If members then want personalised advice, there is an additional adviser service fee imposed.

“The member has the ability to negotiate that fee directly in the personal plan,” Carter said, answering that this could mean that fees of zero were agreed (effectively turning the fees off) in response to pointed questioning from Hodge.

“The intent of a fee is that the customer is in control and they therefore have the ability to turn fees off,” Carter said.

Upon further investigation from Hodge however, it was clear that MLC/NAB did not communicate clearly to members that they could switch the fee off entirely. Rather, the contracts between members and NULIS said that the fee could be negotiated.

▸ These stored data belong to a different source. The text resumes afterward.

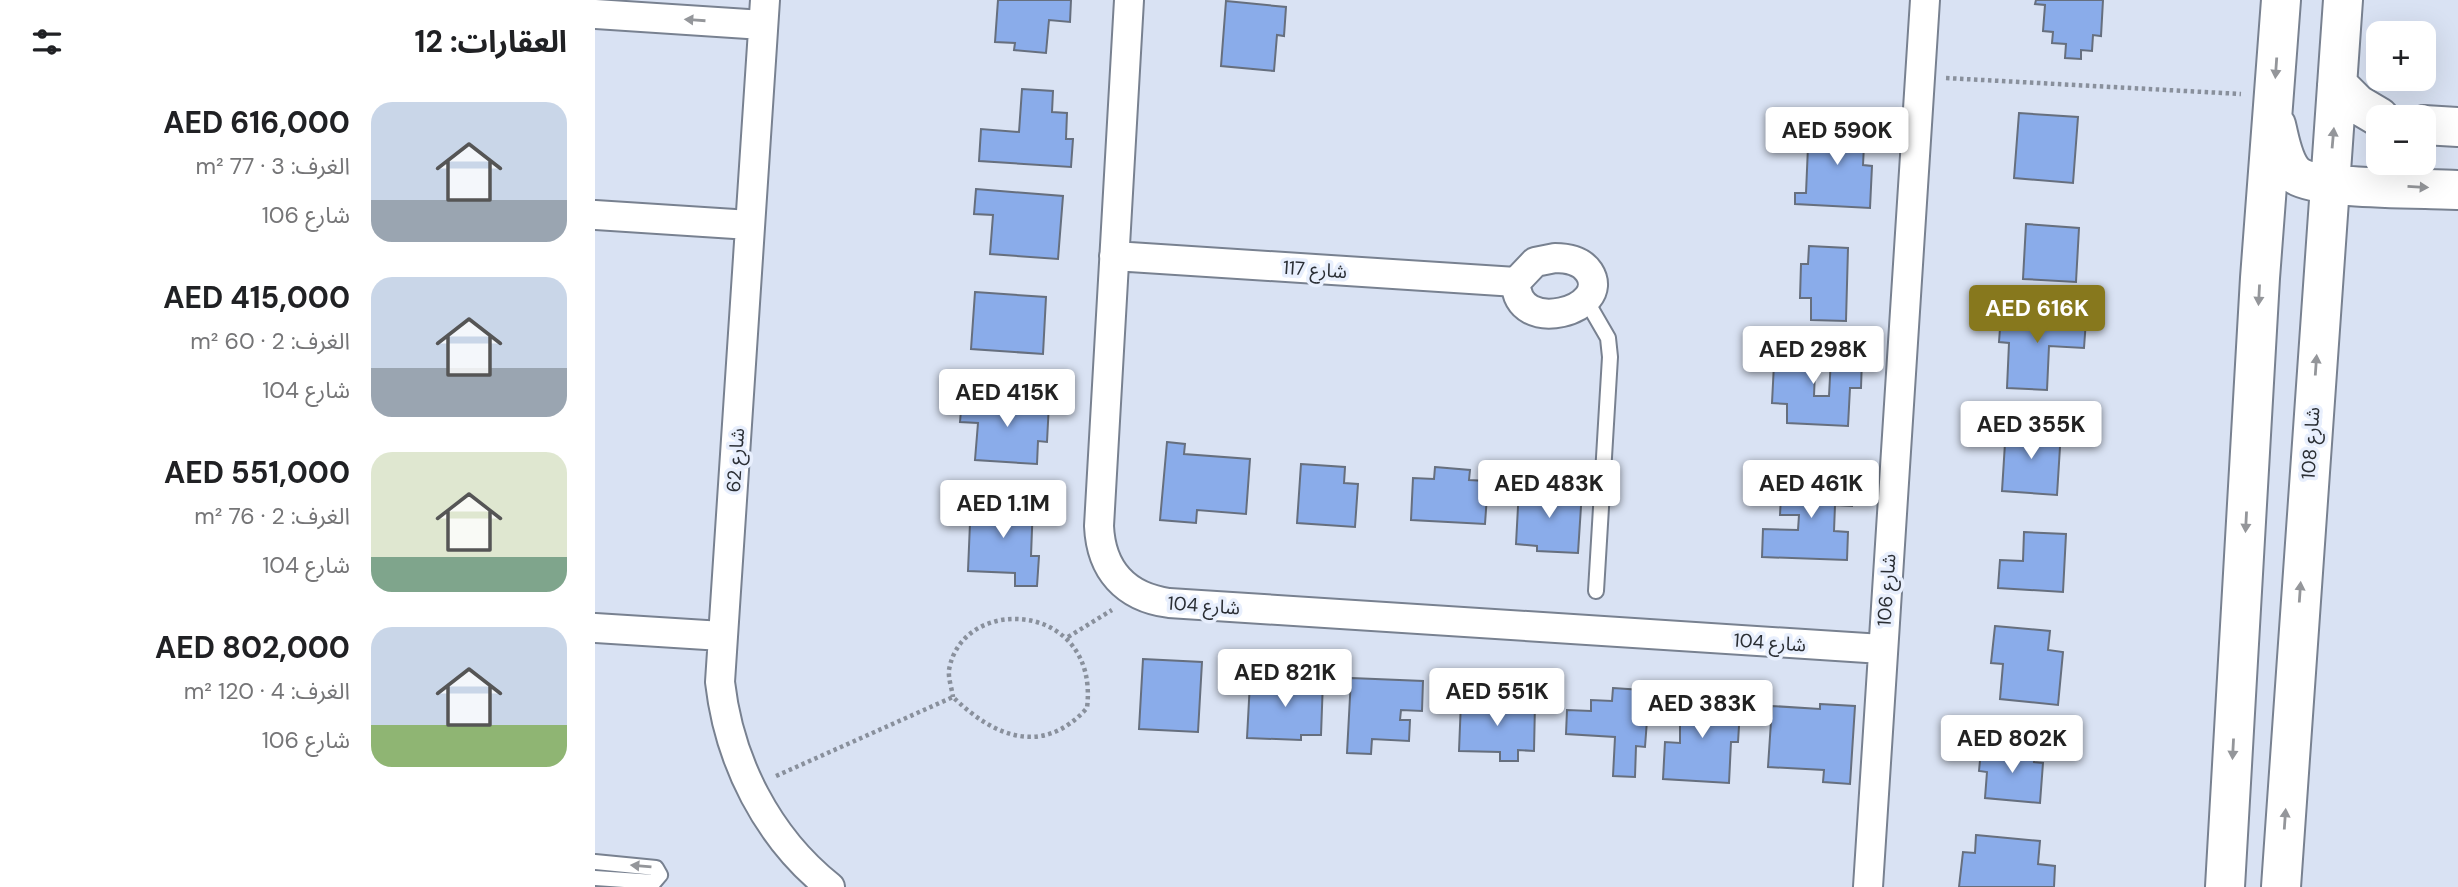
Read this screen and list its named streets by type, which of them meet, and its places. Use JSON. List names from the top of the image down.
{
  "streets": {
    "street": [
      "شارع 117",
      "شارع 108",
      "شارع 62",
      "شارع 106",
      "شارع 104"
    ]
  },
  "crossings": [
    ["شارع 117", "شارع 104"],
    ["شارع 106", "شارع 104"]
  ],
  "page": {
    "heading": "العقارات: 12",
    "map_buttons": ["+", "−"],
    "list": [
      {
        "name": "AED 616,000",
        "note": "الغرف: 3 · 77 m² · شارع 106"
      },
      {
        "name": "AED 415,000",
        "note": "الغرف: 2 · 60 m² · شارع 104"
      },
      {
        "name": "AED 551,000",
        "note": "الغرف: 2 · 76 m² · شارع 104"
      },
      {
        "name": "AED 802,000",
        "note": "الغرف: 4 · 120 m² · شارع 106"
      }
    ],
    "price": [
      "AED 590K",
      "AED 616K",
      "AED 298K",
      "AED 415K",
      "AED 355K",
      "AED 483K",
      "AED 461K",
      "AED 1.1M",
      "AED 821K",
      "AED 551K",
      "AED 383K",
      "AED 802K"
    ]
  }
}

Then when legacy products were phased out and members were moved to MasterKey products, their fees were reduced but only slightly. This was automatic and there was no communication to members that they could have got rid of the fee completely just by contacting NULIS.

Hodge pushed Carter on how the automatic deduction of the fees could be “in the best interests of the member”. Carter says that everything was properly disclosed to customers, but it is unclear from that statement how proper disclosure necessarily translates to meeting best interest requirements.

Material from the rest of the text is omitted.